* _PROBLEM TO WORK ON_:
From the first line of the data below through the line holding "1px #ae9489) drop-shadow(0", write out each line exactly as it stands.

Stored data entries:

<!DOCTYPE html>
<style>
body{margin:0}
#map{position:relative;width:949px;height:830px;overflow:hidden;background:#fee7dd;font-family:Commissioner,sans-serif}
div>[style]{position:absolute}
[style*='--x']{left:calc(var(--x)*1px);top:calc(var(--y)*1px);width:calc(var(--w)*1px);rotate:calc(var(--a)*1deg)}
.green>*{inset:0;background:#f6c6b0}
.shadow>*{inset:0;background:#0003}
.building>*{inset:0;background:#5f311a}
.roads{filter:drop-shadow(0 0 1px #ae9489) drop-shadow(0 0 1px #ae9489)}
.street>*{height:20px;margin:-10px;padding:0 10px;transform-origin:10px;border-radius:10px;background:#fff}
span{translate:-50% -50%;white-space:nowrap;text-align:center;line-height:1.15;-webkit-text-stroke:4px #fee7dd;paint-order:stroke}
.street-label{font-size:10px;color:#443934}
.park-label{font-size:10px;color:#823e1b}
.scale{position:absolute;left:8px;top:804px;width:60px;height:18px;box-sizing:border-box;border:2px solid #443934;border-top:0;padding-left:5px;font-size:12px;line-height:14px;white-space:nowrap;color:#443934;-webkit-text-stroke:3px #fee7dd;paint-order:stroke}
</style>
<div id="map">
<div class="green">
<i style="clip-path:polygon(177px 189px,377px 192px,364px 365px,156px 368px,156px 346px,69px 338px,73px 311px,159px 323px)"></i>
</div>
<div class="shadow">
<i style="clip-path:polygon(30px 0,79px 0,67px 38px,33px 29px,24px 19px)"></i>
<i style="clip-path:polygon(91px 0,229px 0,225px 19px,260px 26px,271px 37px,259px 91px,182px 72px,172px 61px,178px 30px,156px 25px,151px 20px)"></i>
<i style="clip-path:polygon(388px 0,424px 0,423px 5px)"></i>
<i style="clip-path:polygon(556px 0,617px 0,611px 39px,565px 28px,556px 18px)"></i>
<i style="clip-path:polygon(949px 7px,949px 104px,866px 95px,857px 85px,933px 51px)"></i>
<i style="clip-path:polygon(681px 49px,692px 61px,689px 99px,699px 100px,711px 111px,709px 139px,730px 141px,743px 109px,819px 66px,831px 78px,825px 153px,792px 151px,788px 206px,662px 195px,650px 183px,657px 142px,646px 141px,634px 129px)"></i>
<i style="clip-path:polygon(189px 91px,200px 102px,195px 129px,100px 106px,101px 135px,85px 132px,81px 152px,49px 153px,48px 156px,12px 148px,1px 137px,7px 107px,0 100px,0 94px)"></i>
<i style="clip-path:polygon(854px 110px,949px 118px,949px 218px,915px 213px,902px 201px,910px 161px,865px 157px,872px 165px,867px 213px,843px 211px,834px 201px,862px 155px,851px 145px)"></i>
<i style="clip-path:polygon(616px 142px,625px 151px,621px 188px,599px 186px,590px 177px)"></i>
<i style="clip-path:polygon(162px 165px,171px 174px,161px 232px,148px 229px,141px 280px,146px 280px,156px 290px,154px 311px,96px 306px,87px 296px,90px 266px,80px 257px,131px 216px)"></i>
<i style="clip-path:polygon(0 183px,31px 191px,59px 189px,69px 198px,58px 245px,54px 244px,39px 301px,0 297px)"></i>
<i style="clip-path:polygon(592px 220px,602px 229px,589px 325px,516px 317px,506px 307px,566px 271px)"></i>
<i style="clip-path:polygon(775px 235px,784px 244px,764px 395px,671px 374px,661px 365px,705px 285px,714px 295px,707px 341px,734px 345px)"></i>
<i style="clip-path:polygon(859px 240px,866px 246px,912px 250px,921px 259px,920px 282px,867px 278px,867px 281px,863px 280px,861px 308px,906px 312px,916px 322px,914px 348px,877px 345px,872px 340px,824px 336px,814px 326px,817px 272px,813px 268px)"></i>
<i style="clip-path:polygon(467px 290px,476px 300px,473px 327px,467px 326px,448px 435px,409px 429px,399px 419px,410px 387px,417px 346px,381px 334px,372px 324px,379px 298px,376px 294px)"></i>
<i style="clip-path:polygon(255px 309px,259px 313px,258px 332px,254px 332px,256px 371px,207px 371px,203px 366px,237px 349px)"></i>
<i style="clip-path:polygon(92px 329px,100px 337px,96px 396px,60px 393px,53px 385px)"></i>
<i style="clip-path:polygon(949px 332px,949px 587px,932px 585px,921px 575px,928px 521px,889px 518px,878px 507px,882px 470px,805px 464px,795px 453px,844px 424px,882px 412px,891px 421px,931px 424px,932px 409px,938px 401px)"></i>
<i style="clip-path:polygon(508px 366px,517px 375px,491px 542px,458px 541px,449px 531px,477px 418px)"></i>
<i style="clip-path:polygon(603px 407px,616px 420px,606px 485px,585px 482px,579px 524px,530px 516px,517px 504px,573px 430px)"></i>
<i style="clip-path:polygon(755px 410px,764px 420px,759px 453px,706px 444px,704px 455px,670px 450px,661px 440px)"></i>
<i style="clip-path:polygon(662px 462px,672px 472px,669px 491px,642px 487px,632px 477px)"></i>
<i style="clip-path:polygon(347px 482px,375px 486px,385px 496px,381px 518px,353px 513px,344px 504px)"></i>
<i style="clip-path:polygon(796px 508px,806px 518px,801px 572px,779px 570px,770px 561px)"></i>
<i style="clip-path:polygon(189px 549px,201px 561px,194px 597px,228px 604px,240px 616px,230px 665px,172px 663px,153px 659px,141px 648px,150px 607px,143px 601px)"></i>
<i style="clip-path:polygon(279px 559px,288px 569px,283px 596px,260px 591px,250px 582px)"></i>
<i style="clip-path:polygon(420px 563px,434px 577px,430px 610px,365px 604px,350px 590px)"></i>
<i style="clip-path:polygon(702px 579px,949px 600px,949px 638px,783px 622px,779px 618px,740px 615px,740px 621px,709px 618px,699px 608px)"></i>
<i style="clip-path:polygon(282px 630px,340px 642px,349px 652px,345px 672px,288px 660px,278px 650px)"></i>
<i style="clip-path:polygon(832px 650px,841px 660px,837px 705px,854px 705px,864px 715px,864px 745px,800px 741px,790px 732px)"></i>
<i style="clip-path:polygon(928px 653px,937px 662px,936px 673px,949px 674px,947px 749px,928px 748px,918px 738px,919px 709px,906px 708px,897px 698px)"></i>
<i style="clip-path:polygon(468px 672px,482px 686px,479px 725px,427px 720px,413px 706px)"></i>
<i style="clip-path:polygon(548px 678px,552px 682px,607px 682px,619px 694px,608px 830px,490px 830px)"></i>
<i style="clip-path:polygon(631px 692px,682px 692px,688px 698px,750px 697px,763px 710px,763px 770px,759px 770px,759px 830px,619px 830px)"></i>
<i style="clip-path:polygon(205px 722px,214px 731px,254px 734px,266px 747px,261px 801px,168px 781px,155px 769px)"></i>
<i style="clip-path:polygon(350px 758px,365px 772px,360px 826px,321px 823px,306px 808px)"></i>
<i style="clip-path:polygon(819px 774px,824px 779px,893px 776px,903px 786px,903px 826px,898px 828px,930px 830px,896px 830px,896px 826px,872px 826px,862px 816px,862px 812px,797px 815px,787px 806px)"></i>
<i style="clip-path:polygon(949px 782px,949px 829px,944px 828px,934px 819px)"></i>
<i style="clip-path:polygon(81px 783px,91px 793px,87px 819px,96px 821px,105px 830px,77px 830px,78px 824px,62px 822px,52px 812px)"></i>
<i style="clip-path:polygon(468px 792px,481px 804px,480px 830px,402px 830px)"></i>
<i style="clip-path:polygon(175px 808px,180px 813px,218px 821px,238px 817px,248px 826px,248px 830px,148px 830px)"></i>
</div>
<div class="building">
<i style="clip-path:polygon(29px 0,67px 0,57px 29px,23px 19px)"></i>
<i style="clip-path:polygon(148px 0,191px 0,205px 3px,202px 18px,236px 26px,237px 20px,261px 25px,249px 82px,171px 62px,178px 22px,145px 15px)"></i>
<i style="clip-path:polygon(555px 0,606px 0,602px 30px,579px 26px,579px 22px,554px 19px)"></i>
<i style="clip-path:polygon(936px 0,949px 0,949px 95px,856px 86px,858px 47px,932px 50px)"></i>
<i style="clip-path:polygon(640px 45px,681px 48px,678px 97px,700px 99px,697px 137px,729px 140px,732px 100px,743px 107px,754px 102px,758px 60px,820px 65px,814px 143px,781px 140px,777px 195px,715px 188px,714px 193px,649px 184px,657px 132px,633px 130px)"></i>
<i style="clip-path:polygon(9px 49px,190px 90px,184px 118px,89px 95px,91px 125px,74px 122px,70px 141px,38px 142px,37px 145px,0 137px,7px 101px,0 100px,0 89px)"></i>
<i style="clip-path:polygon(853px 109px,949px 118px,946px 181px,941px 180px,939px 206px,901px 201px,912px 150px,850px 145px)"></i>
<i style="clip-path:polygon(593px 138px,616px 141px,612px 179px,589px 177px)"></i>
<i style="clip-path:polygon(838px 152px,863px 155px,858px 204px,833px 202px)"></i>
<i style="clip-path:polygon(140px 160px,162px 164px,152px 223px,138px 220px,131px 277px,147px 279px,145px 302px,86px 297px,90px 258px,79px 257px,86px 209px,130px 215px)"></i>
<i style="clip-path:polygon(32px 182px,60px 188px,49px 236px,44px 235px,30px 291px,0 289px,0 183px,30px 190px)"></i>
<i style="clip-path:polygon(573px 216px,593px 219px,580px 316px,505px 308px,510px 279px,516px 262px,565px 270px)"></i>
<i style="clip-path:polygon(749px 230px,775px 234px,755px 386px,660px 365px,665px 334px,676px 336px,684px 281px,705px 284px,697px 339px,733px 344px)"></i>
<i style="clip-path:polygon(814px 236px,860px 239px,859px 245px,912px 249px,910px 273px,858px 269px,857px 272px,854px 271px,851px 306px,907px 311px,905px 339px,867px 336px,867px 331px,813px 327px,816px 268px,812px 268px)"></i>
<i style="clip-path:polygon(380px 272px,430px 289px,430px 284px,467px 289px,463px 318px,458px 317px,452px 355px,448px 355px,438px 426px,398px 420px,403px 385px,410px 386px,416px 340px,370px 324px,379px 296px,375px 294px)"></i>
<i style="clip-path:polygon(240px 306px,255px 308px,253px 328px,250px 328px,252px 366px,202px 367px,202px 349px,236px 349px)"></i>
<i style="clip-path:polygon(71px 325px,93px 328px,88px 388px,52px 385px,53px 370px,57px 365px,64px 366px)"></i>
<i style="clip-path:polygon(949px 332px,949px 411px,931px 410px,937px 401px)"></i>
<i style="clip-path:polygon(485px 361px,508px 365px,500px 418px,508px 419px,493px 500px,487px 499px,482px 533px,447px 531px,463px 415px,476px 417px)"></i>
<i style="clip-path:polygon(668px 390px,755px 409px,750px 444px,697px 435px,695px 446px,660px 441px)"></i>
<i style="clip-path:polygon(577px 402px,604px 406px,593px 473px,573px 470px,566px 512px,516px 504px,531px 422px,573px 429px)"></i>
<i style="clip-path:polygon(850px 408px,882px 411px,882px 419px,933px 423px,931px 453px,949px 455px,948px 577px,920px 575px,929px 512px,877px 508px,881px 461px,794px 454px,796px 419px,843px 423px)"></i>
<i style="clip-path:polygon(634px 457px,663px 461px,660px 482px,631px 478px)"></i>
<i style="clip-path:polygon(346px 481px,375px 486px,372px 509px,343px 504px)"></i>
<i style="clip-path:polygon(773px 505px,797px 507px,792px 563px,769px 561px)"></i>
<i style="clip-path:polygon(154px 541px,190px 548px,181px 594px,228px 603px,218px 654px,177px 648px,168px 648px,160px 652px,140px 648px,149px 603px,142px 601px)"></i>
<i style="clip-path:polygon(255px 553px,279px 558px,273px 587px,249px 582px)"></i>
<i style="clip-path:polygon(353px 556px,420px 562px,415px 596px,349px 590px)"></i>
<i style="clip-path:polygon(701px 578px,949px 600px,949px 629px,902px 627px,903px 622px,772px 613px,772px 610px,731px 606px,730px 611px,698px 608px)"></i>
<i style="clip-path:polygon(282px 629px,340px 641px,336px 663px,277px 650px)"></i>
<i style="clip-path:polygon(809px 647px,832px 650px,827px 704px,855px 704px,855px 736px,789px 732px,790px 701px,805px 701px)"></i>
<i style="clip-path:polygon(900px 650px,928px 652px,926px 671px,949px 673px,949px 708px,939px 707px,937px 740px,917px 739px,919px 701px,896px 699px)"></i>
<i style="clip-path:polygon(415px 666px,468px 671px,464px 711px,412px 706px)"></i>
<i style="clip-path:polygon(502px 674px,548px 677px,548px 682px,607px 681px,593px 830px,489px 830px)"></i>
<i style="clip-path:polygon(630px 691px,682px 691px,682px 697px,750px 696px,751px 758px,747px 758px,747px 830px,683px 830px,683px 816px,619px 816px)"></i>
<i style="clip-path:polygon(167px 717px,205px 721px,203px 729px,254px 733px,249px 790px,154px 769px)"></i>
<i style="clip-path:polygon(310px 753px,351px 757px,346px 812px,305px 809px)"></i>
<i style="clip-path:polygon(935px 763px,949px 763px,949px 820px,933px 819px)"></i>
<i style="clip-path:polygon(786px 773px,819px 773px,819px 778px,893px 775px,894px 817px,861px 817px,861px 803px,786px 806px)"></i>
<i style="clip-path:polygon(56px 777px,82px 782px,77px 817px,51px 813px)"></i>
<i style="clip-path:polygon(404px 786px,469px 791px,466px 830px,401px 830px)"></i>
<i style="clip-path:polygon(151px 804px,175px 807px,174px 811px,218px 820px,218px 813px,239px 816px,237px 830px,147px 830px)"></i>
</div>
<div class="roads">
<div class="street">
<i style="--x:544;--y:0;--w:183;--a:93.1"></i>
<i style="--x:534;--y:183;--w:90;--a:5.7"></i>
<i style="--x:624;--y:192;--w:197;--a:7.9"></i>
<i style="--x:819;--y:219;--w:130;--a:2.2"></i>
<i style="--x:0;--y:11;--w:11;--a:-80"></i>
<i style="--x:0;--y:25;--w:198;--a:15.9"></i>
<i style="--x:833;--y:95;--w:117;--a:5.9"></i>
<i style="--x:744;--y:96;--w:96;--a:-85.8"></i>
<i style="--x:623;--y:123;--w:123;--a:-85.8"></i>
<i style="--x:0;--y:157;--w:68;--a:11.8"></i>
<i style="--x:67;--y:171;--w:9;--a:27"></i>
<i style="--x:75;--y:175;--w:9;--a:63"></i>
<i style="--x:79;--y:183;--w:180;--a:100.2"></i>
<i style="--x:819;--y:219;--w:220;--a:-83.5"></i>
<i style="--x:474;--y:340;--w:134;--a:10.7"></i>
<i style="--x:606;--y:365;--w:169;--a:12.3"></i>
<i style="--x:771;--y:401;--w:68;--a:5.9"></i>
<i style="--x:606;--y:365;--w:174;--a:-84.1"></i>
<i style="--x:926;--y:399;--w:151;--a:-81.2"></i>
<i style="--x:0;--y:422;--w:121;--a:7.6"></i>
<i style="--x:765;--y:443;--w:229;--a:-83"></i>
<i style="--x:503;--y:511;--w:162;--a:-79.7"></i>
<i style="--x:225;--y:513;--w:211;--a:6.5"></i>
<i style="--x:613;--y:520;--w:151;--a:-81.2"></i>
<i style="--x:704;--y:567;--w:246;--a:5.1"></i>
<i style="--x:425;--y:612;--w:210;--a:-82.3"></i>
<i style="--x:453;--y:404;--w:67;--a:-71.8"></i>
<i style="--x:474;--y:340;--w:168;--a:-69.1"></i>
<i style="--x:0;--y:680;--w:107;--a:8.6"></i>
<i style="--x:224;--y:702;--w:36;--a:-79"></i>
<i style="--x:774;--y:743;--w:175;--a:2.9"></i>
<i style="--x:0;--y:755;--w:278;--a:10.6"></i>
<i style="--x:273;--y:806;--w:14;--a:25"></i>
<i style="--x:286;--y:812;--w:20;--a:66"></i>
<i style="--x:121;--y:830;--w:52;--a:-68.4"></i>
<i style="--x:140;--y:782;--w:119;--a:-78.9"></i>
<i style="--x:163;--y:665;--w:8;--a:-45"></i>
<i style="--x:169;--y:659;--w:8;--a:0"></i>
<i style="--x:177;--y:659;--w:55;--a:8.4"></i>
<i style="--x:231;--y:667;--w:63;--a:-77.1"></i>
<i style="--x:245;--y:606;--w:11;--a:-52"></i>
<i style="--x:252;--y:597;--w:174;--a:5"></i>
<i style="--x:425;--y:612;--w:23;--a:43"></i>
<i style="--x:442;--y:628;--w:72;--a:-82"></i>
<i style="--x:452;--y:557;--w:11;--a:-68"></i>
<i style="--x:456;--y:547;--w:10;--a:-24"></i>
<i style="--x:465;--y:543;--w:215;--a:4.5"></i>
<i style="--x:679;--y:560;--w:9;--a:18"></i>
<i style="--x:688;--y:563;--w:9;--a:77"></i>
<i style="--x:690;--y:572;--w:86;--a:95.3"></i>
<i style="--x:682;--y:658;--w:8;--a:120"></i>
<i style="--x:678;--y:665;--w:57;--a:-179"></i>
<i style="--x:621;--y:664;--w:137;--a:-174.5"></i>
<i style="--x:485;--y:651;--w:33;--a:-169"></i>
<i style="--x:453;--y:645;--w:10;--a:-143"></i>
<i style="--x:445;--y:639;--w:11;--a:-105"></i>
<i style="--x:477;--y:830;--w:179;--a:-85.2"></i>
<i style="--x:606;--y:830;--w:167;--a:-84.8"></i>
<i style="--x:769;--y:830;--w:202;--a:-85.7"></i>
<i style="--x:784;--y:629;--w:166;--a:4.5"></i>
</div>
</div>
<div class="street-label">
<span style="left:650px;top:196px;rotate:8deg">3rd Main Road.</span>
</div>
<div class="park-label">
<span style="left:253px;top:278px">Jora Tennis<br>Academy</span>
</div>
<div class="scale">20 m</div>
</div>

* _TASK SOLUTION_:
<!DOCTYPE html>
<style>
body{margin:0}
#map{position:relative;width:949px;height:830px;overflow:hidden;background:#fee7dd;font-family:Commissioner,sans-serif}
div>[style]{position:absolute}
[style*='--x']{left:calc(var(--x)*1px);top:calc(var(--y)*1px);width:calc(var(--w)*1px);rotate:calc(var(--a)*1deg)}
.green>*{inset:0;background:#f6c6b0}
.shadow>*{inset:0;background:#0003}
.building>*{inset:0;background:#5f311a}
.roads{filter:drop-shadow(0 0 1px #ae9489) drop-shadow(0 0 1px #ae9489)}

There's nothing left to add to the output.